WORK TO COMPLETE: The lines below are to be quoted exactly, from the first through the one that contains "position:absolute; right:18px; bottom:18px;".

RECORD EXTRACTS START

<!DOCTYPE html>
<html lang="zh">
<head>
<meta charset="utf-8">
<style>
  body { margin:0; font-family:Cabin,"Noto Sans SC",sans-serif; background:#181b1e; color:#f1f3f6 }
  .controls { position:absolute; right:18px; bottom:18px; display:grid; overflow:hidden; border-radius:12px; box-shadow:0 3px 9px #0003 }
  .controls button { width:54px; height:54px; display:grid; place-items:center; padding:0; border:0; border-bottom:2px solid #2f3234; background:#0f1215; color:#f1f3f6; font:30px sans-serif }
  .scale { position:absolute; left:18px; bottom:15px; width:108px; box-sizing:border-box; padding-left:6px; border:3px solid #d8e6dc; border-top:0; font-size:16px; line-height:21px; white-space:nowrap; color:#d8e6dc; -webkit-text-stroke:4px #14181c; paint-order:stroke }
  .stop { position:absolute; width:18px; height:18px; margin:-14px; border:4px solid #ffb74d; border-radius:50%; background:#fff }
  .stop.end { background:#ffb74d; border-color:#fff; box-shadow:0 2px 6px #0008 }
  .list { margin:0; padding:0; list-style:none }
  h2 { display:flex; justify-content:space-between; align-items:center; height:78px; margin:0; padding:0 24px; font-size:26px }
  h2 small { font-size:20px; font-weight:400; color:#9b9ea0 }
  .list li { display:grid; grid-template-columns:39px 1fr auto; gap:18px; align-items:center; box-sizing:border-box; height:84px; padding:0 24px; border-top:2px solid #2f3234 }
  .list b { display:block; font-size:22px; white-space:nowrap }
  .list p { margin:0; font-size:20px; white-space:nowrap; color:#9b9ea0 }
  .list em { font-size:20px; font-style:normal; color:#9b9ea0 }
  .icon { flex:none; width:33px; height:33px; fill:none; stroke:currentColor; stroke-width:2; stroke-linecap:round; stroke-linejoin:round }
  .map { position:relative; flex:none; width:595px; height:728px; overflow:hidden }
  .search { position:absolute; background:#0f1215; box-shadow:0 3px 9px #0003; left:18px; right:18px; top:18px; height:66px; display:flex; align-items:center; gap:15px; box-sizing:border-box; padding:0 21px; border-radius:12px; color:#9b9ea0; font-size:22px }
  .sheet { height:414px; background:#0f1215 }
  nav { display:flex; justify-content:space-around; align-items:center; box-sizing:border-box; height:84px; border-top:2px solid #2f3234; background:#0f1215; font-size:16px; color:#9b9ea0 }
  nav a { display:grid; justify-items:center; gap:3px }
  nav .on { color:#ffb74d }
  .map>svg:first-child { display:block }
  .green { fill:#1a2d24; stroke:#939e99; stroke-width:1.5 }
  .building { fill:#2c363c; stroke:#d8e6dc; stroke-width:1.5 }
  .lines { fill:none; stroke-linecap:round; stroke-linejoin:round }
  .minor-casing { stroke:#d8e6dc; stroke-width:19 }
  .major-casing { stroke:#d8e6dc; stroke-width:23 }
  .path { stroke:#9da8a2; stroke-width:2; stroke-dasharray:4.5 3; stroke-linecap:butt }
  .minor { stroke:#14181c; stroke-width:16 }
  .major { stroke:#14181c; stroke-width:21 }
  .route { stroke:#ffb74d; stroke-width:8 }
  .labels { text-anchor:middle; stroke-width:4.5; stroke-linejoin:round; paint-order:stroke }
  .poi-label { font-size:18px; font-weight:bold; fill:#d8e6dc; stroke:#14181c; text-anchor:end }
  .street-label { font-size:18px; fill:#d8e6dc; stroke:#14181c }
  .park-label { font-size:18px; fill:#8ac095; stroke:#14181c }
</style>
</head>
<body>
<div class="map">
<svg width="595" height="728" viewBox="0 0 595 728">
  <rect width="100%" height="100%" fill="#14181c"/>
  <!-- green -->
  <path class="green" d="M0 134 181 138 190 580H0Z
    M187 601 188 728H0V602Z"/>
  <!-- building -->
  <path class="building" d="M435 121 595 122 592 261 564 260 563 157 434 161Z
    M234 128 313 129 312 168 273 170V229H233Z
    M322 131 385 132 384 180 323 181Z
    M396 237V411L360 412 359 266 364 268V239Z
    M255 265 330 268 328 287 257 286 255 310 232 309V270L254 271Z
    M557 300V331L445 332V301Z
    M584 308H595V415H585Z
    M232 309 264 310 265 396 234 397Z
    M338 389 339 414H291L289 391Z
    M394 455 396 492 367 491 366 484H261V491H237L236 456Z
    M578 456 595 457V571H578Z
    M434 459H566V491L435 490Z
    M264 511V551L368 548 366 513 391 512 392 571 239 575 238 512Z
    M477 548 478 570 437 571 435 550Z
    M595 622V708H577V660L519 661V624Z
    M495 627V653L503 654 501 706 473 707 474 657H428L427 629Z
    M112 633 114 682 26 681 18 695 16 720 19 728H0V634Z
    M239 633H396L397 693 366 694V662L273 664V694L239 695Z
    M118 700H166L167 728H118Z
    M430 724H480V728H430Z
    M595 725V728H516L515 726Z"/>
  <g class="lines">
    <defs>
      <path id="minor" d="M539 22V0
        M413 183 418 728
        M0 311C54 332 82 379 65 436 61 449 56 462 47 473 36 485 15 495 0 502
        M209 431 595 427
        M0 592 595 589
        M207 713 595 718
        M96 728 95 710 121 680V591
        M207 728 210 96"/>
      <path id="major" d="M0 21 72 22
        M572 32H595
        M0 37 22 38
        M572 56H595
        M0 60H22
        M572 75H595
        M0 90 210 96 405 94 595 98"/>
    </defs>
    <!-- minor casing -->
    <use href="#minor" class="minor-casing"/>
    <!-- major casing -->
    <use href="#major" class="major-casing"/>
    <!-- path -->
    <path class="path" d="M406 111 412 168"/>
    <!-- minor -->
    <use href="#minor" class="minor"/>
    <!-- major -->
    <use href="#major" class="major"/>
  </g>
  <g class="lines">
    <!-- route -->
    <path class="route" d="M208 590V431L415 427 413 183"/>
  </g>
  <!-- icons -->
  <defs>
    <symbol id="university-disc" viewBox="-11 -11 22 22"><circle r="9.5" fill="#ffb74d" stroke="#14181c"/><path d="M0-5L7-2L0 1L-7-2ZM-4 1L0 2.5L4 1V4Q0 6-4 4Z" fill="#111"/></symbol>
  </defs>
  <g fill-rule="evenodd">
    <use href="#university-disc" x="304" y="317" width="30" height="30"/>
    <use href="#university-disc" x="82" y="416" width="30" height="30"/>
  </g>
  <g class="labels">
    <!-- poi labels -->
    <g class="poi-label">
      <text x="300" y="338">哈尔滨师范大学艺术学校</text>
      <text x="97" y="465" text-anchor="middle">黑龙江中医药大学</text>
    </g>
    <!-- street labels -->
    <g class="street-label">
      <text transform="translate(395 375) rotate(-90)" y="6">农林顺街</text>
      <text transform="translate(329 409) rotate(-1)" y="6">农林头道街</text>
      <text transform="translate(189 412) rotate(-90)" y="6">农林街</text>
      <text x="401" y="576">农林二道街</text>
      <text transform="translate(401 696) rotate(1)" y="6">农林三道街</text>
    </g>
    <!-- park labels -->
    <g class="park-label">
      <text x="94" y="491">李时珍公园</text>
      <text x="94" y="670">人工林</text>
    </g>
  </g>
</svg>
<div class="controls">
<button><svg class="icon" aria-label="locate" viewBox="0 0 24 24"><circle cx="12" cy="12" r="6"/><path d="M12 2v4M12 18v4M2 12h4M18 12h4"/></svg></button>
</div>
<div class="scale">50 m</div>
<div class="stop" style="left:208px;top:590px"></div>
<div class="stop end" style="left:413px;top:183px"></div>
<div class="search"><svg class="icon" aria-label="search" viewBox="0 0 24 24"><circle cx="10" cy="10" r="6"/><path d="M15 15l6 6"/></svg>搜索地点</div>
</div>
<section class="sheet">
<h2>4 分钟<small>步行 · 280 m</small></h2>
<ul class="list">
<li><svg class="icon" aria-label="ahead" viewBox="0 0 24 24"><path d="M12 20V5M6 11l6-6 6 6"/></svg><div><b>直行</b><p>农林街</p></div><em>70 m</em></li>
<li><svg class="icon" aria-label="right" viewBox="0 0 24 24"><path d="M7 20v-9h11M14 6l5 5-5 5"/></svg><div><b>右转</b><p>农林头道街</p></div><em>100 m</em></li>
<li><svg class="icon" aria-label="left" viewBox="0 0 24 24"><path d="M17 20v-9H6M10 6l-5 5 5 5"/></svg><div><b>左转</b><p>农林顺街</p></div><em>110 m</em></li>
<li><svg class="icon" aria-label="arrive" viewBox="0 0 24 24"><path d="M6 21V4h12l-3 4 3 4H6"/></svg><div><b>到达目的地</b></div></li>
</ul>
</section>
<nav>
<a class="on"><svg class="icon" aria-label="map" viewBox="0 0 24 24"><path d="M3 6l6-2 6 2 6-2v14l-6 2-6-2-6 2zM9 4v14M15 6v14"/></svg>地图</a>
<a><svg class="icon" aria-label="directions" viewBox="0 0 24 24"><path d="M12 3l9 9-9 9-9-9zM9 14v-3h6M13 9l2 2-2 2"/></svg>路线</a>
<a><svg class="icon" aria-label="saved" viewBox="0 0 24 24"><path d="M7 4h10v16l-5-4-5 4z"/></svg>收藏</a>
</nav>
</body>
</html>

RECORD EXTRACTS END

PROBLEM SOLUTION:
<!DOCTYPE html>
<html lang="zh">
<head>
<meta charset="utf-8">
<style>
  body { margin:0; font-family:Cabin,"Noto Sans SC",sans-serif; background:#181b1e; color:#f1f3f6 }
  .controls { position:absolute; right:18px; bottom:18px; display:grid; overflow:hidden; border-radius:12px; box-shadow:0 3px 9px #0003 }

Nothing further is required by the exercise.